A Shtetl Childhood Right Here in the USA
- Rabbi Gail

- Feb 1, 2020
- 3 min read
I have always believed that I grew up in a shtetl, maybe one of the last remaining ones. I first wrote about this 40 years ago when I was president of my small congregation, and I’ve written and spoken about it many times since then. Minneapolis and Saint Paul, the Twin Cities of Minnesota, had perhaps 25,000 Jewish people living in them. That number has not quite doubled even today. They mostly lived clustered together in a few areas of the cities and some suburbs, partly because there were areas with covenants against selling houses to Jewish buyers.
It appeared that our parents were connected to everybody else in the area. Nobody was a stranger. Everybody was the son or daughter of somebody that our parents knew. In desperation, we Saint Paul girls dated Minneapolis boys, but that didn’t really help much; he might not be somebody’s son, but he was almost certainly somebody’s nephew and they knew the family well.

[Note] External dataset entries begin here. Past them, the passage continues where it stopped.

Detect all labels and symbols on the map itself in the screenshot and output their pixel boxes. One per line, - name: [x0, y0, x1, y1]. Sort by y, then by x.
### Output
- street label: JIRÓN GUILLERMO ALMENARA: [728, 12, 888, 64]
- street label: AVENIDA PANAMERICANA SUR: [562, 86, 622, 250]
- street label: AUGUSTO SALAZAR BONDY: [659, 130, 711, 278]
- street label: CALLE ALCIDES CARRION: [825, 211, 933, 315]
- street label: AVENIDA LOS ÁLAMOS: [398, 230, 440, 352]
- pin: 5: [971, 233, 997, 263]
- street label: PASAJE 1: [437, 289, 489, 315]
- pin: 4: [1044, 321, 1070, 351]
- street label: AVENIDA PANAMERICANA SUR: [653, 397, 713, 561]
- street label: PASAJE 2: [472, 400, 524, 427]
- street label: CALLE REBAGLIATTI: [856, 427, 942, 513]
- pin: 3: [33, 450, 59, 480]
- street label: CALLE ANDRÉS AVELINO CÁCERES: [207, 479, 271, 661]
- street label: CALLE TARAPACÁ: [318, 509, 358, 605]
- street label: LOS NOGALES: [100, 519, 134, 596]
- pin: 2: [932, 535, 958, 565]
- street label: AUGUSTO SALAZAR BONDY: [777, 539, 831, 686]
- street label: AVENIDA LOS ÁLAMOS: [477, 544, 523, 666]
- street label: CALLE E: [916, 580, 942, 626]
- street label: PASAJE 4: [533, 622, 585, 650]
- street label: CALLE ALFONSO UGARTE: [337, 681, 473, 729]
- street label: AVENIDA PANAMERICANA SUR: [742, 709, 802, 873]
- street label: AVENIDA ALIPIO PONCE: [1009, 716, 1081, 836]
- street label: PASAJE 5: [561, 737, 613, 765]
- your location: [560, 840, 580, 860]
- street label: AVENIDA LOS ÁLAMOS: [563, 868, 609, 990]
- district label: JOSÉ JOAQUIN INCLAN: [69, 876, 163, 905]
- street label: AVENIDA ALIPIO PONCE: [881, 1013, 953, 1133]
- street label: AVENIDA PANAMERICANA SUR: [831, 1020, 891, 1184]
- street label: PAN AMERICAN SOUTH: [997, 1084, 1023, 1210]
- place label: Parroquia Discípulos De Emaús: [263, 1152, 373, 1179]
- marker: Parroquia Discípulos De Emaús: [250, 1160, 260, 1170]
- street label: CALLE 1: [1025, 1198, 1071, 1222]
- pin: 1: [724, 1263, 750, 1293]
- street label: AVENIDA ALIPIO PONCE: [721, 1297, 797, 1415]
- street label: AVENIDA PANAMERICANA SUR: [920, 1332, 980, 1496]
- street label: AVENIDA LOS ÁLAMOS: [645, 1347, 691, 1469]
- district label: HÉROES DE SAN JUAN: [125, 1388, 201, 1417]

Everybody knew me and everything that I was up to, in true small-town fashion. When I was younger, my hair was almost to my waist and hadn’t seen a razor in years. Yet I could pick my mother up at the beauty salon and the women who worked there knew just who I was and which one was my mother. Of course, that was the famous beauty parlor in Highland Park frequented by all of the Jewish women in the area, the place that they went to weekly mainly to catch up on all the goings-on. After I moved away from town and Bob Dylan’s mother moved off the Iron Range and down to Saint Paul, she went there, too, and was quickly integrated into the community.
I have watched the movie Avalon several times, and it reminds me so much of my childhood. Not only was my community small and insular, but my family was very close. Aunts, uncles, cousins, and all of my grandparents lived within walking distance, and we were together all of the time. Every event, every weekend, every non-event brought us together. My cousins were additional brothers and sisters to me and my aunts and uncles helped raise me as if they too were my parents. The rest of the people who lived in the city seemed to me like extras hired to fill out the population, but it was all about my family. And if we weren’t going to each other’s houses or a lake for a picnic or something else in the neighborhood, it’s because we had rented adjacent housekeeping cabins on a lake out of town (yes, there are lakes in Minnesota. 10,000 is an understatement; I was told it was 15,007 when I was in college) to share our vacation time.
We even had a “cousins’ club” comprised of my father’s first cousins and siblings and all of their relatives, and we had frequent gatherings of this much larger group as well.
At the time, it seemed cloying, intrusive. I felt that I had no privacy and no secrets. As the smallest of the daughters of my mother’s friends, I even got to wear all the clothes that I had seen on the other girls earlier. I had to get away and be anonymous!
But now? Now I’m wistful because my children will never know this experience; they grew up so far away from their cousins and their grandparents, aunts, and uncles. I miss having family around and am thrilled that I have two first cousins living in the area now and at various times have had an aunt or an uncle here, too. This is a world that is rapidly disappearing, with families scattering all over the world as they follow various opportunities. Not many people these days grow up surrounded by extended family.